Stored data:

::::::

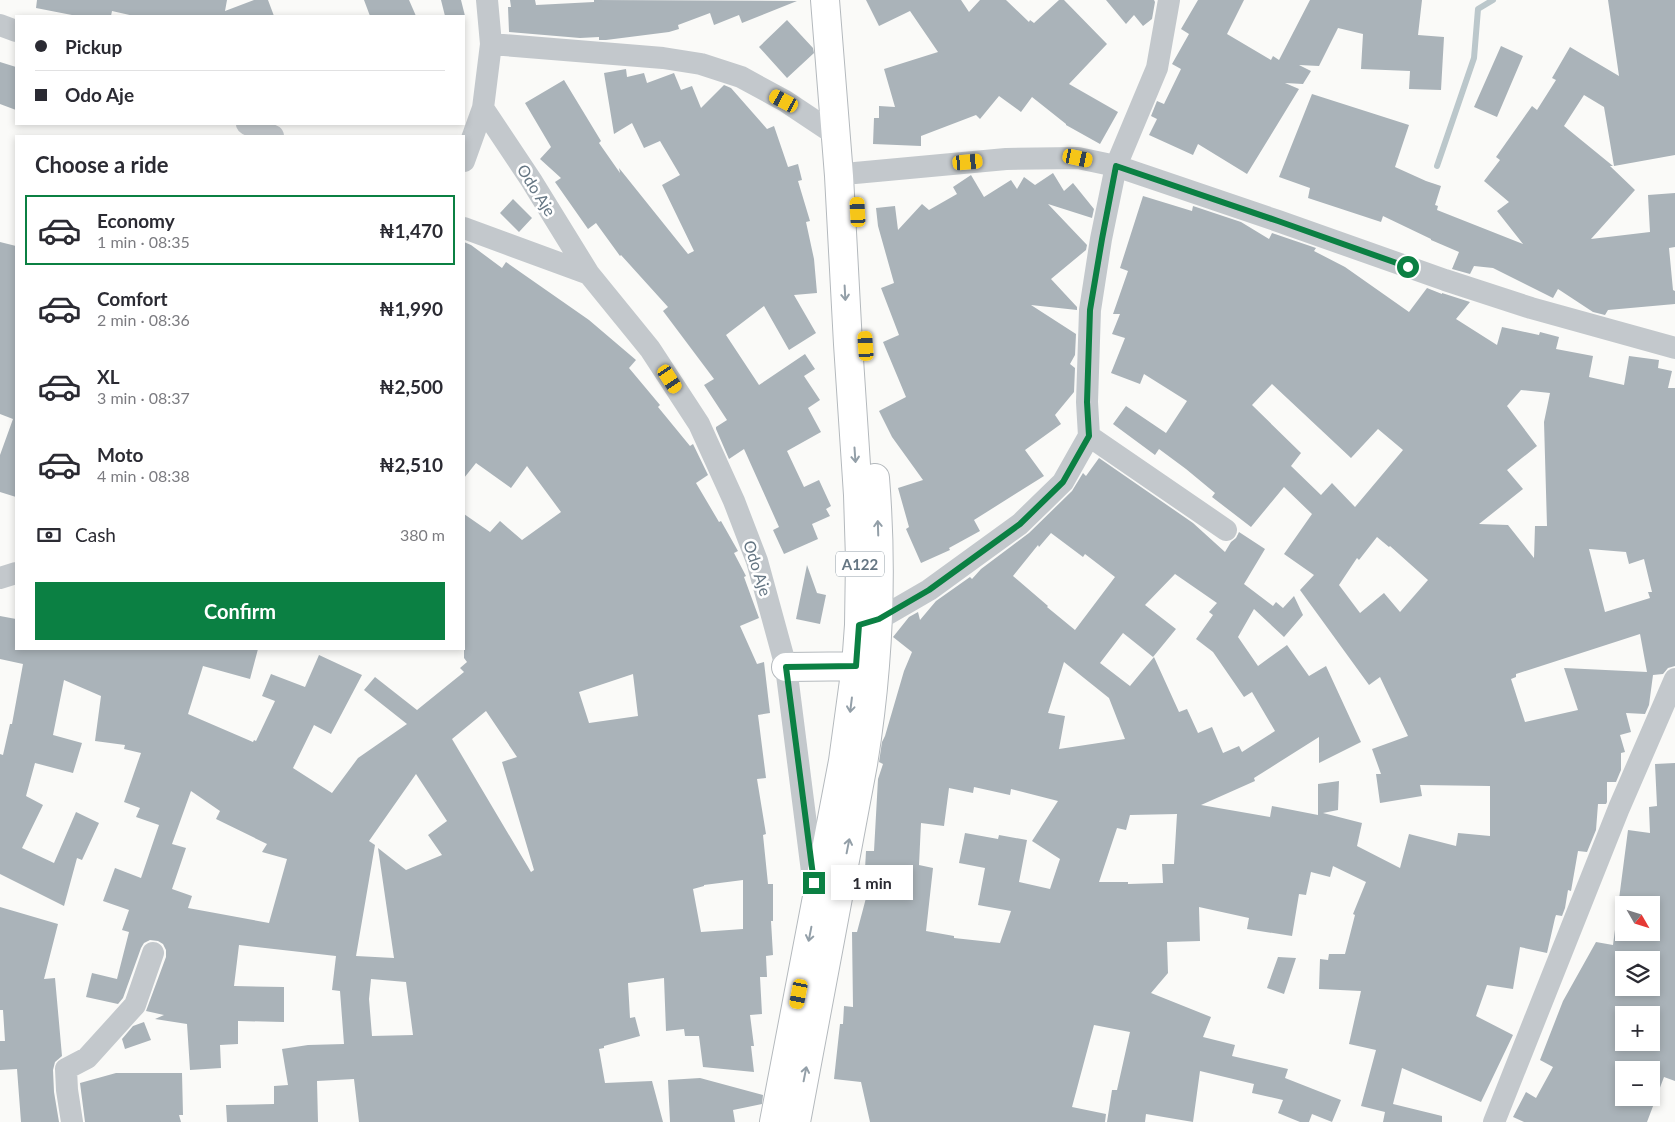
<!DOCTYPE html>
<html lang="en">
<head>
<meta charset="utf-8">
<style>
	:root { --surface:#fff; --page:#f7f7f7; --text:#2b2b33; --muted:#7c7c81; --line:#e1e1e2; --accent:#0b8043 }
	body { margin:0; font-family:Lato,sans-serif; background:var(--page); color:var(--text); height:100vh; display:flex; flex-direction:column; font-size:19px; white-space:nowrap }
	* { box-sizing:border-box; margin:0 }
	p { font-size:16px; color:var(--muted) }
	.icon { flex:none; width:28px; height:28px; fill:none; stroke:currentColor; stroke-width:2; stroke-linecap:round; stroke-linejoin:round }
	.map { position:relative; flex:1; overflow:hidden }
	.side { position:absolute; left:15px; top:135px; width:450px; height:515px; display:flex; flex-direction:column; background:var(--surface); border-radius:0px; box-shadow:0 2px 8px #0003 }
	.side>* { flex:none }
	.banner { position:absolute; left:15px; top:15px; width:450px; height:110px; border-radius:0px; box-shadow:0 2px 8px #0003; display:grid; align-content:center; height:110px; padding:0 20px; background:var(--surface) }
	.needle { width:32px; rotate:129deg }
	.buttons { position:absolute; left:1615px; top:896px; display:grid; gap:10px }
	.buttons a { display:grid; place-items:center; width:45px; height:45px; border-radius:0px; background:var(--surface); box-shadow:0 2px 8px #0003; font-size:25px }
	.end { position:absolute; width:22px; height:22px; margin:-11px; border:6px solid #0b8043; background:#fff; box-shadow:0 0 0 2px #fff }
	.from { border-radius:50% }
	.bubble { position:absolute; height:35px; border-radius:0px; background:var(--surface); box-shadow:0 2px 8px #0003; font-size:16px; font-weight:700; line-height:35px; text-align:center }
	.car { position:absolute; width:15px; height:30px; margin:-15px -8px; border-radius:6px; box-shadow:0 0 4px 1px #0007; background:linear-gradient(#f5c518 24%,#345 0 40%,#f5c518 0 76%,#345 0 86%,#f5c518 0) }
	.banner b { display:flex; align-items:center; gap:18px; height:48px; font-size:19px }
	.banner b+b { border-top:1px solid var(--line) }
	.banner i { width:12px; height:12px; background:var(--text) }
	ul { padding:0; list-style:none }
	li { display:flex; align-items:center; gap:15px; height:70px; margin:0 10px 8px; padding:0 10px; border:2px solid transparent; border-radius:0px }
	li div { flex:1 }
	li b { display:block; font-size:19px }
	li em { font-style:normal; font-weight:700 }
	li.on { border-color:var(--accent) }
	li>.icon { width:45px; height:45px; stroke-width:1.5 }
	h2 { padding:0 20px; font-size:22px; line-height:60px }
	.pay { display:flex; align-items:center; gap:12px; height:55px; padding:0 20px; font-size:19px }
	.pay p { margin-inline-start:auto }
	.primary-button { display:flex; gap:10px; margin-top:auto; padding:10px 20px }
	.primary-button a { flex:1; height:58px; border-radius:0px; background:var(--accent); color:#fff; font-size:20px; font-weight:700; line-height:58px; text-align:center }
	.map>svg:first-child { display:block }
	.lines { fill:none; stroke-linecap:round; stroke-linejoin:round }
	.stream { stroke:#bbc7cb; stroke-width:6 }
	.building { fill:#aab3b9; fill-rule:evenodd }
	.highway-casing { stroke:#b4b9bd; stroke-width:30 }
	.minor { stroke:#c3c8cc; stroke-width:22 }
	.highway { stroke:#fff; stroke-width:28 }
	.oneway { stroke:#939fa8 }
	.route { stroke:#0b8043; stroke-width:6 }
	.labels { text-anchor:middle; dominant-baseline:central; stroke-width:5; stroke-linejoin:round; paint-order:stroke }
	.shield { fill:#fff; stroke:#939fa8; stroke-width:1 }
	.shield-label { font-size:15px; font-weight:bold; fill:#657683 }
	.street-label { font-size:16px; fill:#657683; stroke:#fff }
</style>
</head>
<body>
<div class="map">
<svg width="1675" height="1122" viewBox="0 0 1675 1122">
	<rect width="100%" height="100%" fill="#fafaf8"/>
	<g class="lines">
		<path class="stream" d="M1437,166l37,-108 4,-49 15,-9"/>
	</g>
	<path class="building" d="M37,0h190l-2,11 29,-11h14l6,16h-140l-22,-5 -1,5h-34l-41,-8z
		M364,0h45l7,16h-46z
		M441,0h20l4,16h-20z
		M510,0h25l1,5 58,-3v-2l203,1 -55,22 -3,-8 -25,10 -4,-12 -32,12 1,4 -10,3 -63,8h-7v-3l-19,1 -71,-6 -1,-25h3z
		M866,0h95l8,12 11,-12h26l23,22 1,-2 4,3 25,-23h5l43,44 -38,40 49,28 -18,32 -34,-19v-1l-34,-27 -11,15 -22,-16 -19,23 -4,-4 -55,21v10l-48,-2 1,-26h5v-12l16,1 -11,-38 54,-17 -28,-41 -31,15z
		M1106,0h48l1,2 -3,17 -9,7 -9,-11 -8,9z
		M1198,0h46l-17,34 44,26 2,-4 6,4 31,-60h112l-4,35 26,2 -3,53 -32,-1 1,-18 -49,-2 2,-35 -25,-6 -19,38 -20,-1 12,6 -8,13 -18,-1 14,6 -52,85 -49,-30 -5,11 -44,-20 8,-16 -6,-3 6,-15 7,3 17,-35 -9,-5 17,-30 -8,-5z
		M1608,0h67v155l-61,11 -10,-59 -20,-12 -20,31 49,40h-3l25,24 -44,49 59,-7 -2,-37 27,-2v54l-6,1 4,42 2,1v13l-67,6 -3,5 -12,-3 -35,-23 -5,9 -60,-30 -19,-2 -4,8 -18,-5 7,-17 -28,-12v-1l-48,-23 -2,6 -73,-24 2,-10 -31,-11 33,-83 97,31 -14,42 31,14 15,5 -6,19 3,1 -1,4 86,34 -26,-33 12,-9 -25,-21 16,-21 -4,-3 36,-51 5,4 19,-30 -4,-2 18,-31 49,29z
		M787,20l26,28 1,5 -27,25 -28,-31z
		M1501,46l22,10 -26,61 -23,-10z
		M0,62l16,5v43l-16,-6z
		M626,69l1,8 17,-4 3,10 27,-10 7,17 11,-4 9,22 23,-23 7,3 36,41 7,-3 14,41 10,-3 4,16 -4,1 12,40 -4,1 8,37 3,34 -23,2 22,38 -27,17 -25,-44 -38,29 33,50 46,-31 10,15 -11,7 16,24 -12,8 13,24 -34,19 17,36 15,-7 12,26 -5,3 4,7 -18,8 6,15 -34,15 -11,-24 6,-3 -35,-78 -15,10 -13,-30v-2l11,-7 -23,-35 10,-6 -51,-68 5,-4 -47,-52 -1,1 -24,-33 -8,6 -33,-47 6,-4 -21,-19 11,-12 -26,-44 39,-23 37,61 -2,2 21,30 -1,-5 69,86 6,-3 -32,-66 18,-10 -20,-34 -16,7 -12,-25 -18,11 -10,-61z
		M1053,173l11,18 9,-8 21,26 -2,9 -44,-14 39,41 -1,5 -35,29 26,28v3l-46,-5 45,29 -1,21 -5,9 5,4 -1,24 -19,23 6,9 -36,26 19,26 -70,44 6,11 -31,17 1,2 -29,13 -15,-34 3,-2 -11,-39 25,-8 -31,-43 -13,-26 27,-14 -23,-55 16,-7 -18,-47 13,-5 -16,-57 -2,-18 19,-2 3,24 24,-26 7,6 28,-16 -4,-7 18,-12 13,22 27,-17 6,9 7,-12 11,8z
		M1143,196l49,15 1,-5 48,16 28,17 3,-6 44,15 -2,3 31,16 64,45 18,-24 15,6v-1l28,9 -14,17 41,26 5,-18 37,8 1,-3 19,5 -3,12 37,7 -4,21 35,8 5,-29 30,4 -1,8 14,3 -4,17h7v278l-7,2 -5,6 -10,1 -4,30 -4,9 -19,-1 5,19 -11,3 5,17 -4,1v17l-5,12h-9v20l-1,2h-8l-2,26 -9,22 -9,-1 -7,40 -3,-1 -3,18 -3,8 -6,-1 -1,3 -8,35 -27,-6 -7,42 -26,-4 -11,31 37,19 -32,67 -79,-34 -9,36 49,12v6h-59l2,-10 -24,-6 15,-56 -27,-6 12,-53 -42,-2 1,-30 8,1 1,-6h16l10,-39 -2,-1 13,-32 -33,-16 -3,11 -19,-5 -5,23 -7,-1 -7,42 -45,-7 2,-11 -50,-11 1,34 -33,1 1,31 -17,20 60,24 -8,20 32,8 -3,11 56,13 -3,9 56,22 -9,22 -20,-8 -3,8h-9l-22,-9 5,-13 -31,-7 2,-9 -54,-13 -7,51 -47,-8 -1,8h-38l5,-32h5l13,-58 -36,-7 -22,82 34,7 -1,8h-235l-9,-40 -27,-3 6,-55h3l1,-18 9,1 -1,-75h5l9,-34 -12,-2 5,-28 6,1 1,-18h8l4,-72 5,-15 -4,-2 3,-20 3,-6 19,-65 8,-19 -19,-15 16,-20 9,-5 2,8 16,-19 34,-24 2,2 9,-10 48,-36 43,-42 11,-18 3,3 13,-18 94,65 32,29 6,-10 5,-4 3,-6 26,17 -21,35 29,22 3,-4 7,6 11,-12 9,19 -19,22 -30,-28 -16,28 20,29 29,-21 22,31 17,-10 35,76 -42,21v-26l-65,41 1,3 -54,24 69,12 2,-11 46,9v-31l21,-3 -1,29 -15,3 39,10 -5,23 43,22 9,-34 47,12 2,-13 32,3v-50l-70,-1 2,11 -42,7 -4,-29h5l-9,-25 36,-13 -28,-59 -11,8 -69,-95 14,-15 -30,-21 28,-40 -28,-27 -33,40 -39,-30 3,-4 -29,-24 -27,-20 -4,6 -42,-31 13,-18 40,27 21,-32 -43,-27 -4,10 -29,-11 14,-35 -13,-4 8,-20h-7l15,-43 -8,-3zM1272,384l79,74 27,-29 25,21 -48,57 -23,-24 -11,12 -30,-29 10,-13 -49,-48zM1521,390l29,3 -6,29 3,104h-12l-1,32 -26,-33 -29,-1 44,-35 -16,-19 30,-24 -30,-40zM1051,533l32,24 2,-3 30,23 -40,53 -28,-23 1,-1 -35,-30 25,-31 1,2zM1377,537l12,10 1,-1 38,34 -28,32 -16,-19 -24,20 -21,-28 18,-27 2,2zM1589,549l37,3 3,12 15,-5 8,33h-4l2,6 -45,14zM1175,574l42,29 -8,9 4,3 -17,24 17,13 31,45 8,-5 23,39 -33,21 -3,-6 -16,7 -11,-26 -14,6 -11,-24 -8,3 -25,-55 -24,29 -30,-23 23,-30 30,24 23,-28 -31,-24zM1640,634l7,38 -83,-4 14,42 -53,12 -14,-43 5,-2v-3zM1064,662l45,36 16,41 -66,10 6,-33 -17,-3zM974,787l36,8 1,-6 47,12 -26,40 28,18 -10,30 -31,-7 8,-42 -28,-5 -1,4 -33,-6 -6,30 26,5 -7,37 33,6 -11,32 -46,-5v-2l-28,-5 7,-63 -14,-3 2,-42 23,3 5,-38 24,5zM1177,814l-3,50h-12l1,19 -35,1v-2h-29l18,-54 9,2 4,-15z
		M513,199l19,19 -13,14 -19,-19z
		M0,242l16,4v251l-16,-5v-37l13,-36 -13,-5z
		M464,242l7,3 31,23 4,-6 83,58 47,40 -7,8 31,37 -2,2 32,39 3,-2 15,31 -12,8 23,39 2,-1 17,30 -4,2 12,23 -2,1 15,41 -19,8 17,38 7,-2 6,51 -12,2 8,63 -9,1 9,55 -3,1 5,49h5v37h-2l2,34 -7,1 1,21h-7l2,37 -12,1 4,31h-3l3,26 -51,-5 -4,-31h-14l-1,-7 -18,2 -2,-53 -36,5 2,35 5,-1 5,19 -36,10v2l-5,1 6,34 47,-2 11,41h-304l-5,-43 -37,2 1,41h-91l-1,-17 48,-1v-18l14,-1 -6,-36 26,-4 36,-1 -4,-53 -8,-1 4,-34 -97,-11 -5,41 50,1v35l-46,-1v23l-18,1 1,23 -31,2 -3,-46 -32,-5 9,-4 -18,-4 20,-54v-7l-3,-6 -5,-3 -8,-1 -6,3 -3,5 -18,50 -5,6 -32,-7 6,-24 25,6 12,-47 -7,-2 7,-20 -26,-9 12,-33 26,10 18,-53 -23,-8 4,-9 -16,-6 17,-49 -17,-4 1,-4 -30,-4 6,-45 -37,-16 -11,55 29,8 -9,30 -38,-10 -9,33 17,9 -21,43 32,15 22,-51 23,11 -17,37 -5,-2 -13,48 -64,-32v-120l3,1 7,-31h2l11,-60 -23,-5v-43l16,3v30h242l-8,30 -47,-13 -15,48 65,28 1,-2 2,1 19,-40 -13,-5 9,-22 34,13 14,-32 43,20 -31,59 -17,-9 -21,43 39,25 26,-35 49,-34 -43,-34 11,-13 42,33 47,-38 -4,-4 7,-6 -3,-4v-144l26,18 10,-11 22,19 39,-28 -34,-46 -16,22 -35,-25 -12,15zM633,674l5,42 -49,7 -10,-31zM486,711l31,46 -15,5 32,108 -3,2 -79,-133zM416,774l31,47 -19,14 14,20 -36,15 -28,-22 16,110 -38,-2 19,-111 -6,-4zM191,791l29,20 -4,8 51,25 -5,8 25,7 -18,64 -81,-15 4,-12 -20,-7 14,-41 -14,-4zM743,880v49l-42,3 -8,-43 11,-3v-1zM371,979l35,3 7,53 -41,1 -3,-37z
		M807,565l10,28 9,2 -6,29 -24,-5z
		M1675,763v318l-11,-4 -17,45h-123l-11,-5 13,-25 10,6 17,-31 -13,-7 23,-59 33,-59 17,3 15,-115 22,3 -1,-26 8,-1 -2,-42zM1624,905h27v27h-27zM1624,960h27v28h-27zM1624,1015h27v27h-27zM1624,1070h27v28h-27z
		M0,907l58,17 -14,55 11,-1 7,78 -7,6 -2,8 1,22 5,30h-38l-4,-53 -17,1v-29h5l-2,-31h-3z
		M1278,957l18,1 -12,36 -17,-6z
		M144,1022l7,18 -26,9 -3,-10 11,-13z
		M116,1073h66l1,42h-4l2,7h-96l-5,-39z
		M700,1078l63,17 -1,9 -29,6 2,12h-65l-2,-42z"/>
	<g class="lines">
		<defs>
			<path id="highway" d="M786,667l88,-1
				M774,1122l69,-361 13,-95 3,-41 1,-66 -2,-64 -10,-151 -9,-168 -14,-176
				M796,1122l67,-358c16,-98 20,-188 12,-286"/>
		</defs>
		<use href="#highway" class="highway-casing"/>
		<path class="minor" d="M0,25l16,6
			M491,44l172,14 38,6 40,13 44,24 51,34
			M483,108l48,72 58,94
			M247,124l26,12
			M464,161l19,-53 8,-64 -4,-44
			M855,173l151,-14 72,-1 38,8 162,55 167,59 86,28 144,40
			M464,228l125,46 61,75 49,75 35,77 23,60 29,106 28,220
			M1089,436l137,94
			M0,578l16,-5
			M864,623l15,-4 50,-29 91,-66 43,-42 26,-46 -2,-34 3,-92 11,-71 15,-73 41,-98 12,-68
			M72,1122l-5,-32 -1,-21 21,-11 48,-53 18,-52
			M1494,1122l125,-314 56,-129"/>
		<use href="#highway" class="highway"/>
	</g>
	<defs><path id="oneway-shaft" d="M-6 0H5M1.5-3L5.5 0L1.5 3" fill="none" stroke-width="1.6" stroke-linecap="round" stroke-linejoin="round" transform="scale(1.25)"/></defs>
	<g class="oneway">
		<use href="#oneway-shaft" transform="translate(845 293) rotate(87)"/>
		<use href="#oneway-shaft" transform="translate(855 455) rotate(86)"/>
		<use href="#oneway-shaft" transform="translate(878 528) rotate(-92)"/>
		<use href="#oneway-shaft" transform="translate(851 705) rotate(97)"/>
		<use href="#oneway-shaft" transform="translate(848 846) rotate(-79)"/>
		<use href="#oneway-shaft" transform="translate(810 934) rotate(101)"/>
		<use href="#oneway-shaft" transform="translate(805 1074) rotate(-79)"/>
	</g>
	<g class="lines">
		<path class="route" d="M814,883l-28,-216 70,-1 3,-41 20,-6 50,-29 91,-66 43,-42 26,-46 -2,-34 3,-92 12,-71 14,-73 162,55 130,46"/>
	</g>
	<g class="labels">
		<rect class="shield" x="836" y="551.5" width="48" height="25" rx="4"/>
		<g class="shield-label">
			<text x="860" y="564">A122</text>
		</g>
		<g class="street-label">
			<text transform="translate(537 190) rotate(58)">Odo Aje</text>
			<text transform="translate(758 568) rotate(72)">Odo Aje</text>
		</g>
	</g>
</svg>
<div class="buttons">
<a><svg class="needle" viewBox="-14 -14 28 28"><path d="M0-13l5 13h-10z" fill="#e53935"/><path d="M0 13l5-13h-10z" fill="#7c7c81"/></svg></a>
<a><svg class="icon" aria-label="layers" viewBox="0 0 24 24"><path d="M12 4l9 5-9 5-9-5zM3 14l9 5 9-5"/></svg></a>
<a>+</a>
<a>−</a>
</div>
<i class="end from" style="left:1408px;top:267px"></i>
<i class="end" style="left:814px;top:883px"></i>
<div class="bubble" style="left:831px;top:865px;width:82px">1 min</div>
<i class="car" style="left:784px;top:101px;rotate:298deg"></i>
<i class="car" style="left:1078px;top:158px;rotate:102deg"></i>
<i class="car" style="left:968px;top:162px;rotate:85deg"></i>
<i class="car" style="left:858px;top:212px;rotate:357deg"></i>
<i class="car" style="left:866px;top:346px;rotate:356deg"></i>
<i class="car" style="left:670px;top:379px;rotate:147deg"></i>
<i class="car" style="left:799px;top:994px;rotate:191deg"></i>
<div class="banner">
<b><i class="from"></i>Pickup</b>
<b><i></i>Odo Aje</b>
</div>
<section class="side">
<h2>Choose a ride</h2>
<ul>
<li class="on"><svg class="icon" aria-label="car" viewBox="0 0 24 24"><path d="M5 17H2v-5l4-1 3-4h7l3 4 3 1v5h-3M9 17h6M6 11h13"/><circle cx="7" cy="17" r="2"/><circle cx="17" cy="17" r="2"/></svg><div><b>Economy</b><p>1 min · 08:35</p></div><em>₦1,470</em></li>
<li><svg class="icon" aria-label="car" viewBox="0 0 24 24"><path d="M5 17H2v-5l4-1 3-4h7l3 4 3 1v5h-3M9 17h6M6 11h13"/><circle cx="7" cy="17" r="2"/><circle cx="17" cy="17" r="2"/></svg><div><b>Comfort</b><p>2 min · 08:36</p></div><em>₦1,990</em></li>
<li><svg class="icon" aria-label="car" viewBox="0 0 24 24"><path d="M5 17H2v-5l4-1 3-4h7l3 4 3 1v5h-3M9 17h6M6 11h13"/><circle cx="7" cy="17" r="2"/><circle cx="17" cy="17" r="2"/></svg><div><b>XL</b><p>3 min · 08:37</p></div><em>₦2,500</em></li>
<li><svg class="icon" aria-label="car" viewBox="0 0 24 24"><path d="M5 17H2v-5l4-1 3-4h7l3 4 3 1v5h-3M9 17h6M6 11h13"/><circle cx="7" cy="17" r="2"/><circle cx="17" cy="17" r="2"/></svg><div><b>Moto</b><p>4 min · 08:38</p></div><em>₦2,510</em></li>
</ul>
<div class="pay"><svg class="icon" aria-label="cash" viewBox="0 0 24 24"><path d="M3 7h18v10H3z"/><circle cx="12" cy="12" r="2"/></svg>Cash<p>380 m</p></div>
<div class="primary-button"><a>Confirm</a></div>
</section>
</div>
</body>
</html>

::::::

▶ _WHAT TO PRODUCE_
Every line above that holds the string "accent" should be copied out.

▶ _SOLUTION FOR THIS EXERCISE_
	:root { --surface:#fff; --page:#f7f7f7; --text:#2b2b33; --muted:#7c7c81; --line:#e1e1e2; --accent:#0b8043 }
	li.on { border-color:var(--accent) }
	.primary-button a { flex:1; height:58px; border-radius:0px; background:var(--accent); color:#fff; font-size:20px; font-weight:700; line-height:58px; text-align:center }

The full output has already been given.